From hero to zero
When western leaders realised that Zelensky isn't a corruption-fighting democrat
Since the start of the war in Ukraine, in February 2022, Volodymyr Zelensky has been elevated to the status of a hero King, pure in thought and deed, interested only in saving humble Ukraine from the onrushing hordes of Russian Orcs. Like Aragorn from Lord of the Rings, but short, thin-skinned and with a gravelly voice.
Zelensky has been completely immune from criticism in the west, with allegations dismissed and labelled as Kremlin talking points, and accusers called out as Quislings.
Yet, in an instant, that illusion has been shattered.
For the first time since February 2022, Zelensky has been revealed as no different from every President of Ukraine since the country gained independence in August 1991; corrupt and authoritarian.
This comes as no surprise to most realists, but offers a devastating blow to the neo-liberal true-believers who invested their reputations and cash into defeating Russia.
This week, President Zelensky signed a law that stripped two important anti-corruption bodies – the National Anti-Courrption Bureau of Ukraine (NABU) and the Specialised Anti-Corruption Prosecutor’s Office (SAPO) of their independence, making them report to the Prosecutor General, who he appointed.
In the face of widespread protest, Zelensky has been forced to backtrack, although it is not year clear what the new arrangements will be, or when they will be implemented, and the Verkhovna Rada has started its summer recess.
Let’s be clear, corruption is and has been a totemic issue in Ukraine, right back to the onset of the Maidan protests in late 2013 and, of course, before that.
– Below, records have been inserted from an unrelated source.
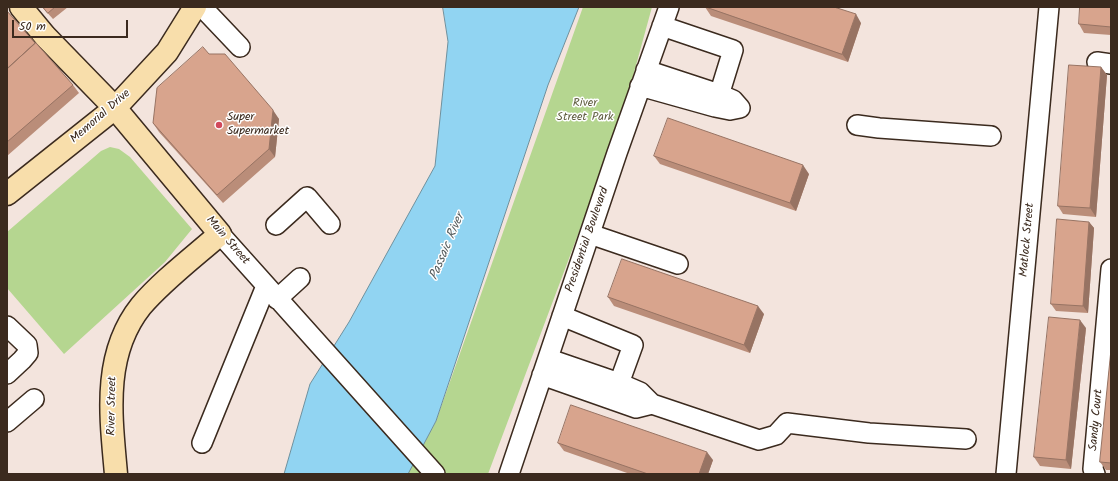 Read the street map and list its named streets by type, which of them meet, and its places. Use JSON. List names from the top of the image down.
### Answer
{
  "streets": {
    "main road": ["Memorial Drive", "Main Street", "River Street"],
    "street": ["Presidential Boulevard", "Matlock Street", "Sandy Court"]
  },
  "crossings": [
    ["Memorial Drive", "Main Street"],
    ["Main Street", "River Street"]
  ],
  "water": ["Passaic River"],
  "parks": ["River Street Park"],
  "places": ["Super Supermarket"],
  "scale_bar": "50 m"
} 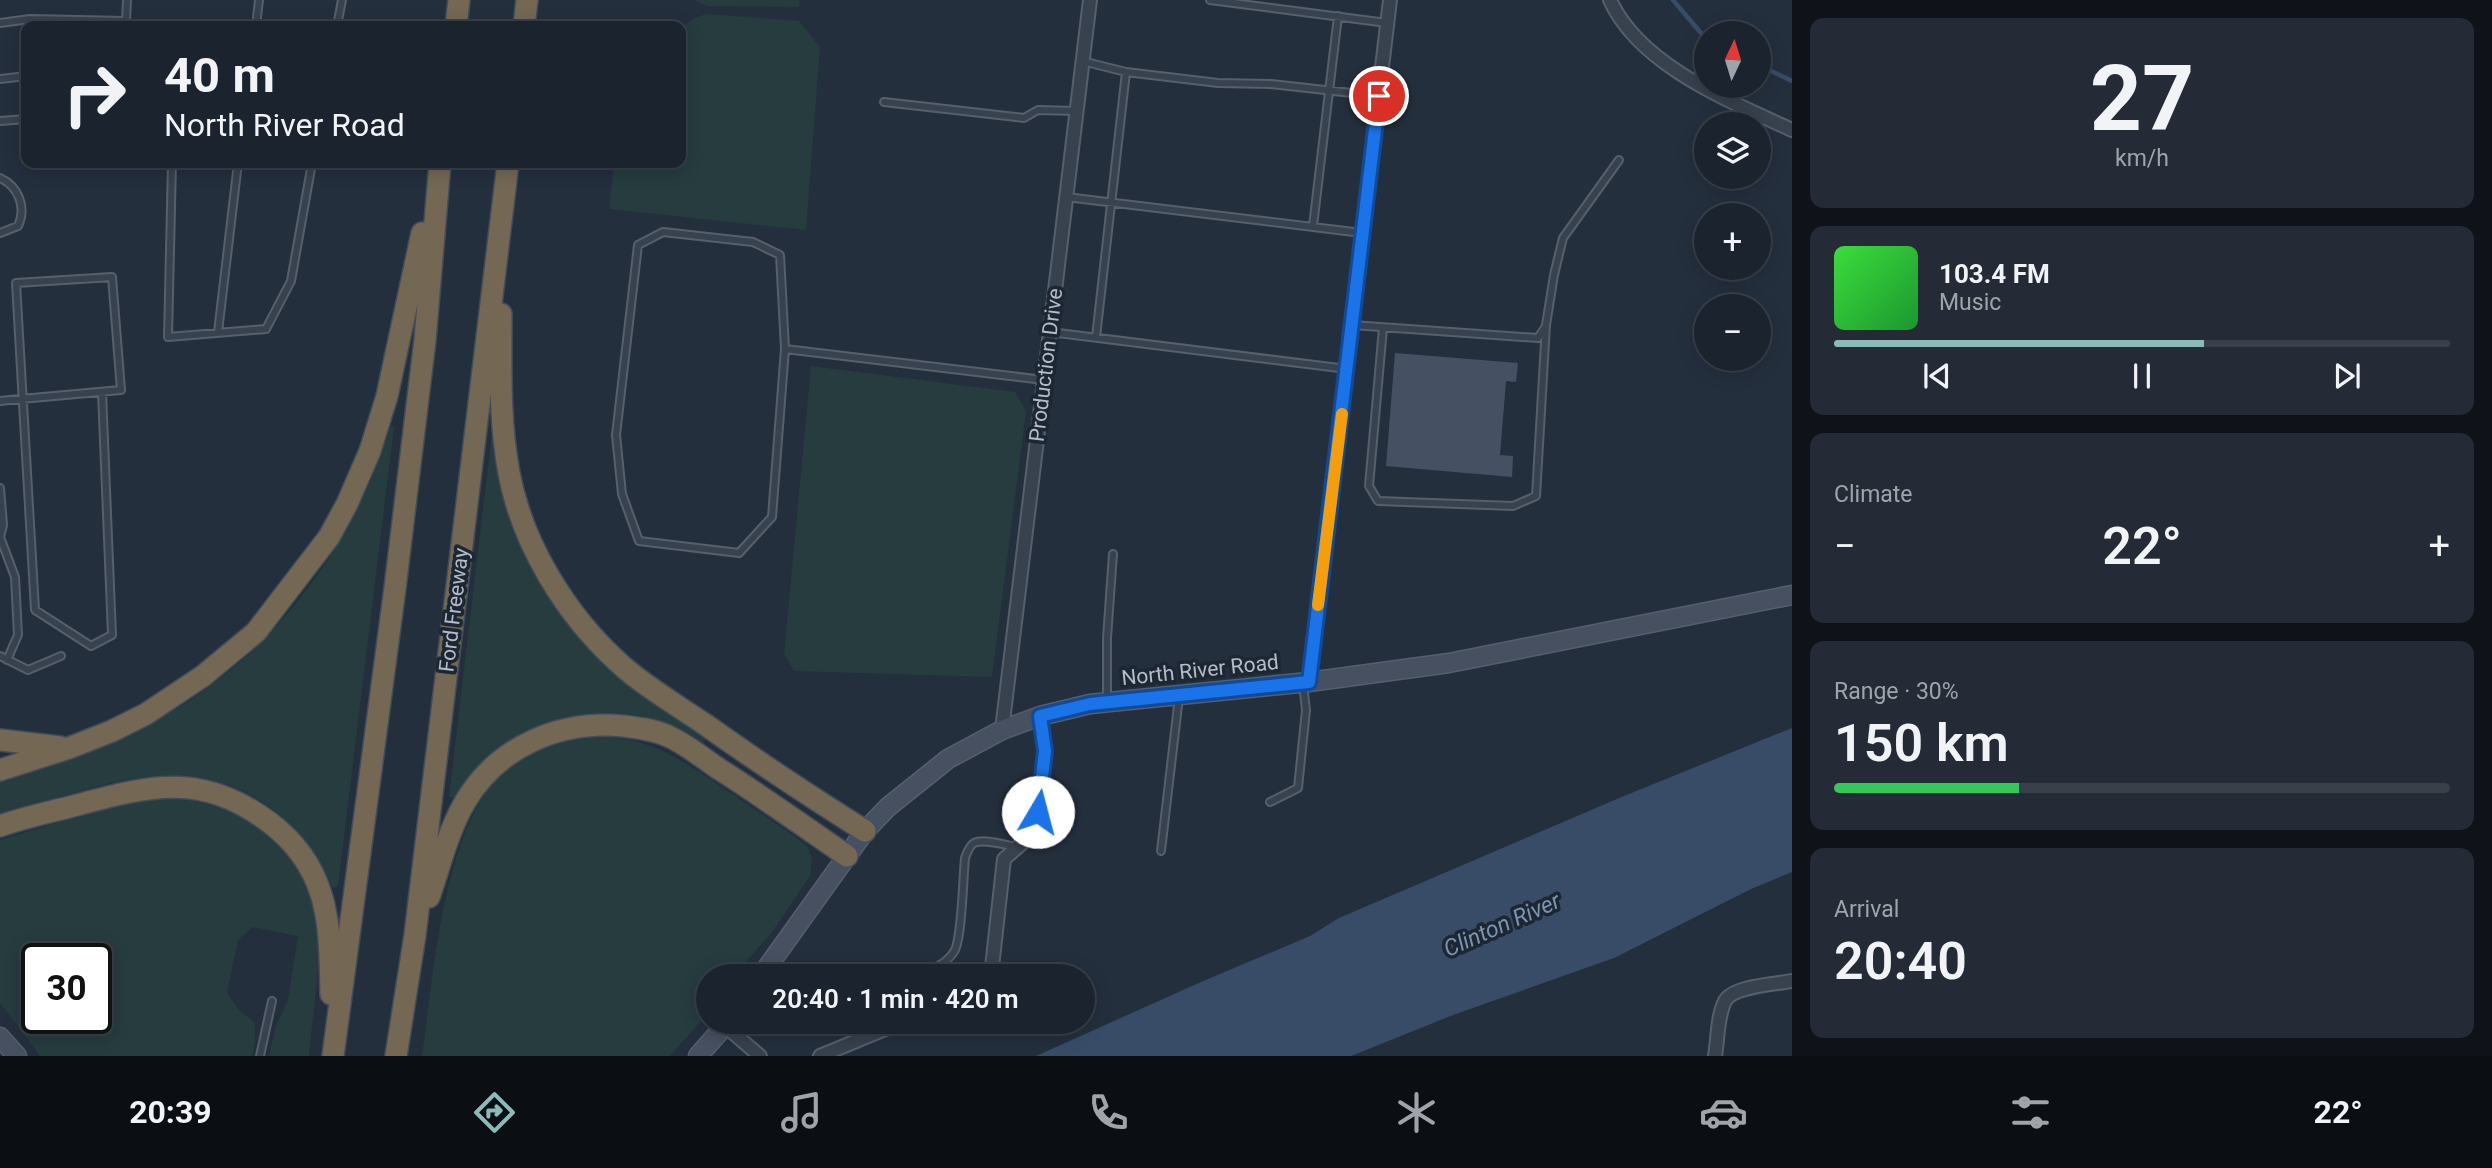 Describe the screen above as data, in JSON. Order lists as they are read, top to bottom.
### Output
{
  "streets": {
    "highway": ["Ford Freeway"],
    "street": ["Production Drive", "North River Road"]
  },
  "crossings": [
    ["Production Drive", "North River Road"]
  ],
  "water": ["Clinton River"],
  "north": "top",
  "page": {
    "tile": [
      ["27", "km/h"],
      "Climate",
      ["Range · 30%", "150 km"],
      ["Arrival", "20:40"]
    ],
    "map_buttons": ["+", "−"],
    "turn": ["40 m", "North River Road"],
    "song": ["103.4 FM", "Music"],
    "heat": ["−", "22°", "+"],
    "limit": "30",
    "trip": "20:40 · 1 min · 420 m",
    "tabs": ["20:39", "22°"]
  }
}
During my visits to Ukraine, while posted to Russia, it was clear that young people saw tackling corruption as a top priority for the government. This formed part of their desire for Ukraine to move towards European Union membership and for their country to integrate into a community more clearly governed by democracy and the rule of law.
Whether they might consider the European Union to be democratic today, as unelected Commission President Ursula von der Leyen centralises ever more powers, is another question. But that European and anti-corruption aspiration was real back in 2013.
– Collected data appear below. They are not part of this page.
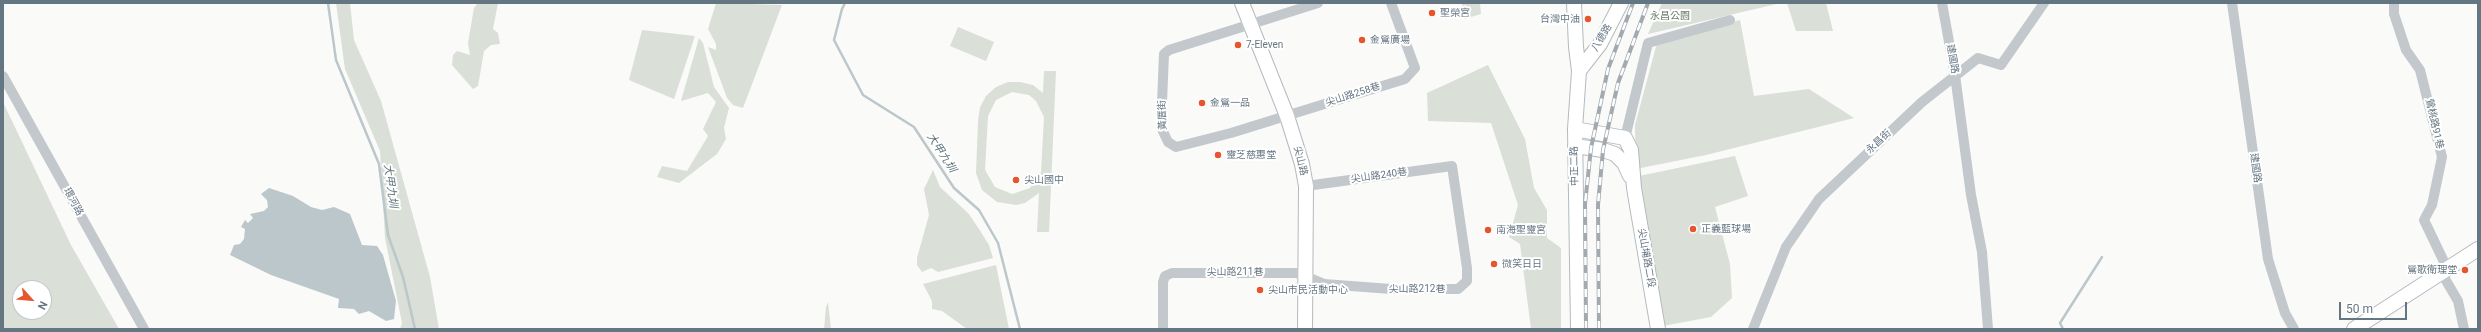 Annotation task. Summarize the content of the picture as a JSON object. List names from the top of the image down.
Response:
{
  "streets": {
    "street": [
      "八德路",
      "建國路",
      "尖山路258巷",
      "黃厝街",
      "鶯桃路91巷",
      "永昌街",
      "尖山路",
      "中正二路",
      "尖山路240巷",
      "環河路",
      "尖山埔路二段",
      "尖山路211巷",
      "尖山路212巷"
    ]
  },
  "crossings": [
    ["八德路", "中正二路"],
    ["建國路", "永昌街"],
    ["尖山路258巷", "黃厝街"],
    ["尖山路258巷", "尖山路"],
    ["黃厝街", "尖山路"],
    ["尖山路", "尖山路240巷"],
    ["尖山路", "尖山路211巷"],
    ["尖山路", "尖山路212巷"],
    ["尖山路240巷", "尖山路212巷"],
    ["尖山路211巷", "尖山路212巷"]
  ],
  "water": ["大甲九圳"],
  "parks": ["永昌公園"],
  "places": [
    "聖榮宮",
    "台灣中油",
    "金鶯廣場",
    "7-Eleven",
    "金鶯一品",
    "靈芝慈惠堂",
    "尖山國中",
    "正義藍球場",
    "南海聖靈宮",
    "微笑日日",
    "鶯歌衛理堂",
    "尖山市民活動中心"
  ],
  "scale_bar": "50 m",
  "north": "bottom right"
}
Yet scant progress has been made in tackling corruption since that time. In February 2015, one year after the height of the Maidan protests, the British Guardian newspaper published a long piece entitled ‘Welcome to Ukraine, the most corrupt country in Europe’. The Ukrainian Prime Minister, Arseny Yatseniuk, who had been personally selected by Victoria Nuland at the U.S. State Department, was forced to resign in April 2016 in the face of allegations of widespread corruption within his government.
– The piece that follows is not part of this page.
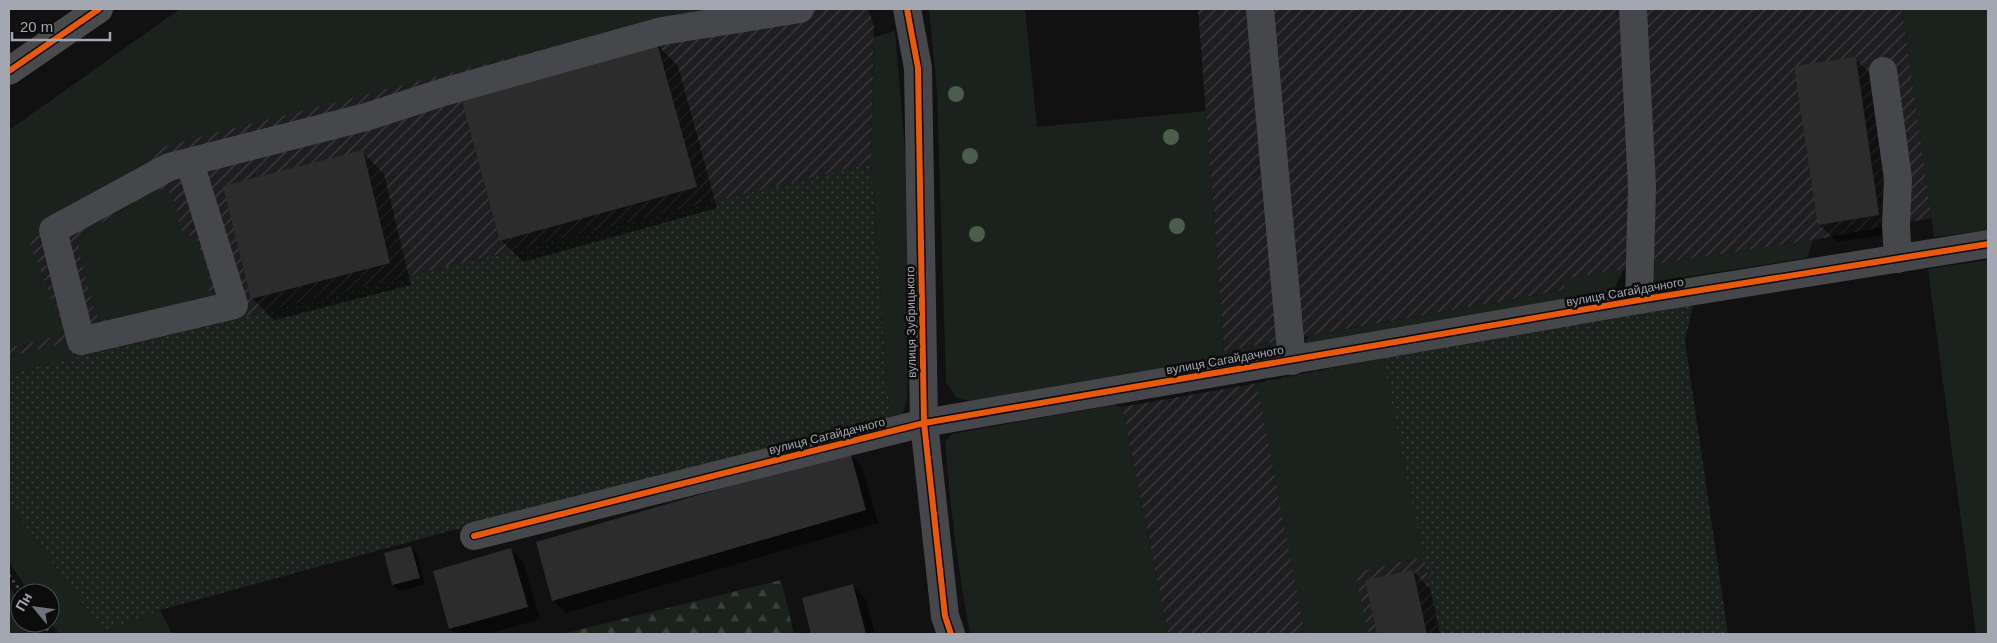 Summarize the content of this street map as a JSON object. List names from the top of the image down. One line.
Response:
{"streets":{"street":["вулиця Сагайдачного","вулиця Зубрицького"]},"crossings":[["вулиця Сагайдачного","вулиця Зубрицького"]],"scale_bar":"20 m","north":"top left"} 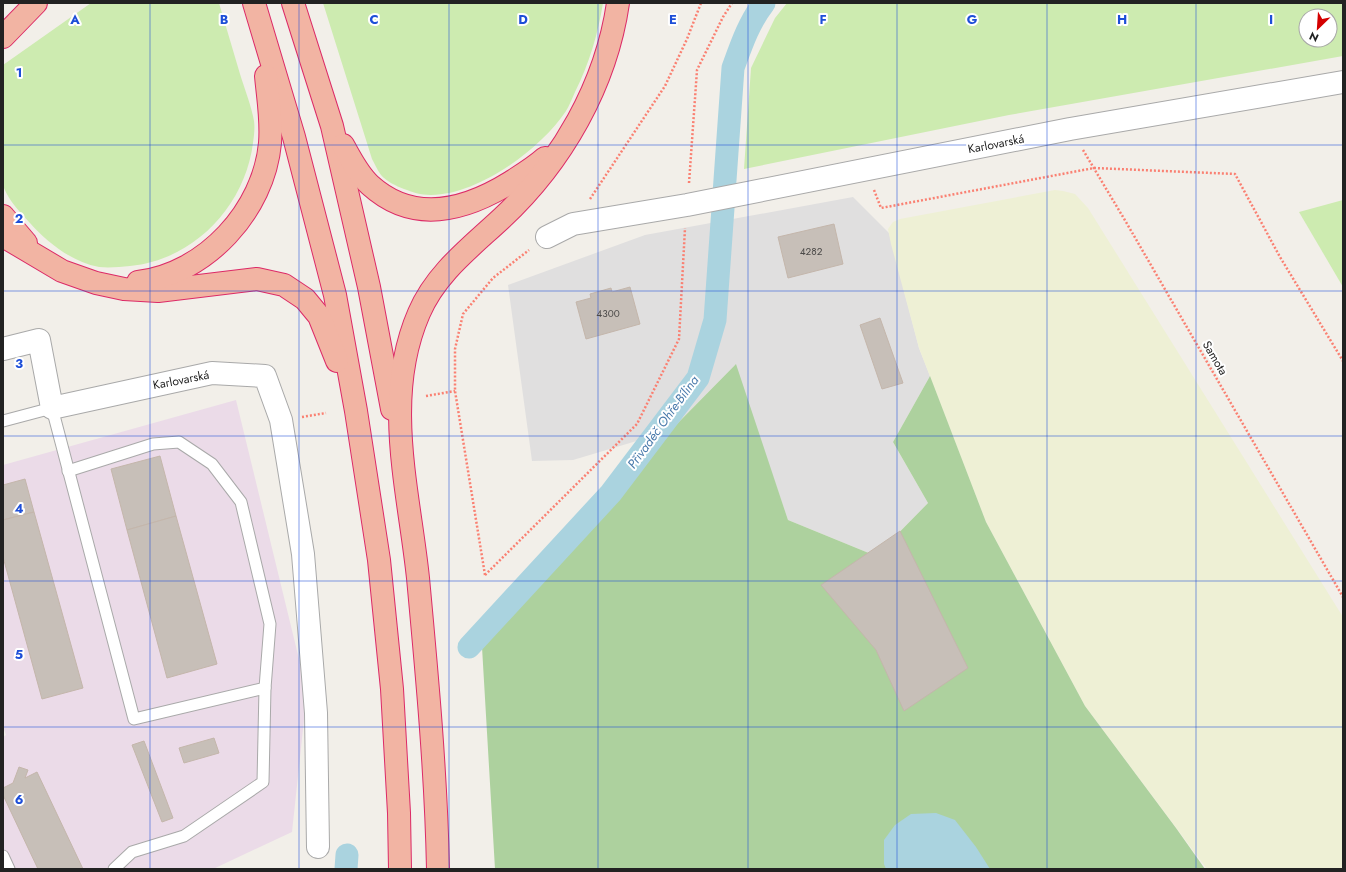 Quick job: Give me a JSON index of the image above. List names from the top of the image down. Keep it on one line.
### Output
{"streets":{"street":["Karlovarská"],"path":["Samota"]},"crossings":[["Karlovarská","Samota"]],"water":["Přivaděč Ohře-Bílina"],"house_numbers":["4282","4300"],"north":"bottom left","grid":{"columns":["A","B","C","D","E","F","G","H","I"],"rows":["1","2","3","4","5","6"]}}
In 2021, the European Court of Auditors produced a report entitled Reducing Grand Corruption in Ukraine: several EU initiatives, but still insufficient results. It defined Grand Corruption as ‘the abuse of high-level power that benefits the few, and causes serious and widespread harm to individuals and society’.
In January 2023, an article in the Hill remarked on the need to defeat corruption as Ukraine’s ‘other enemy’. Shortly after that article, a piece, again in the Guardian, discussed the challenges faced by the Head of Ukraine’s National Agency for Corruption Prevention (NACP), which works closely with the now de-clawed NABU and SAPO.
That report in particular talked about specific examples of corruption in President Zelensky’s inner circle. Occasionally, Zelensky has purged his cabinet, to show his commitment to governmental reform, for example, sacking his former Defence Minister, Oleksii Reznikov, in the face of widespread accusations that the Ukrainian Defence Ministry was siphoning off foreign donations on an industrial scale.
But the occasional show trial has never taken the whiff away that Zelensky’s administration is every bit as corrupt as those that preceded it.
This stripping of powers from NABU and SAPO took place as those organisations were closing in with investigations against senior members of the Zelensky administration. Zelensky has spoken about the need to deal with Russian influence, but most people have seen through that smoke screen.
Zelensky was voted into office in 2019 on a platform to eradicate corruption in Ukraine. He has not done so.
And, as I have pointed out often, war has held back real steps to address the problem.
Indeed, war has turbo-charged corruption to a new and more disgusting level. Money for infrastructure projects has been siphoned off, weapons’ orders have been falsified with officials skimming the profits. You’ll see as many hypercars tooling round Kyiv as might be witnessed at the Monaco Grand Prix. Want to get out of enlistment? We can make an arrangement for the right money. Need to cross the border? Just hand over the cash.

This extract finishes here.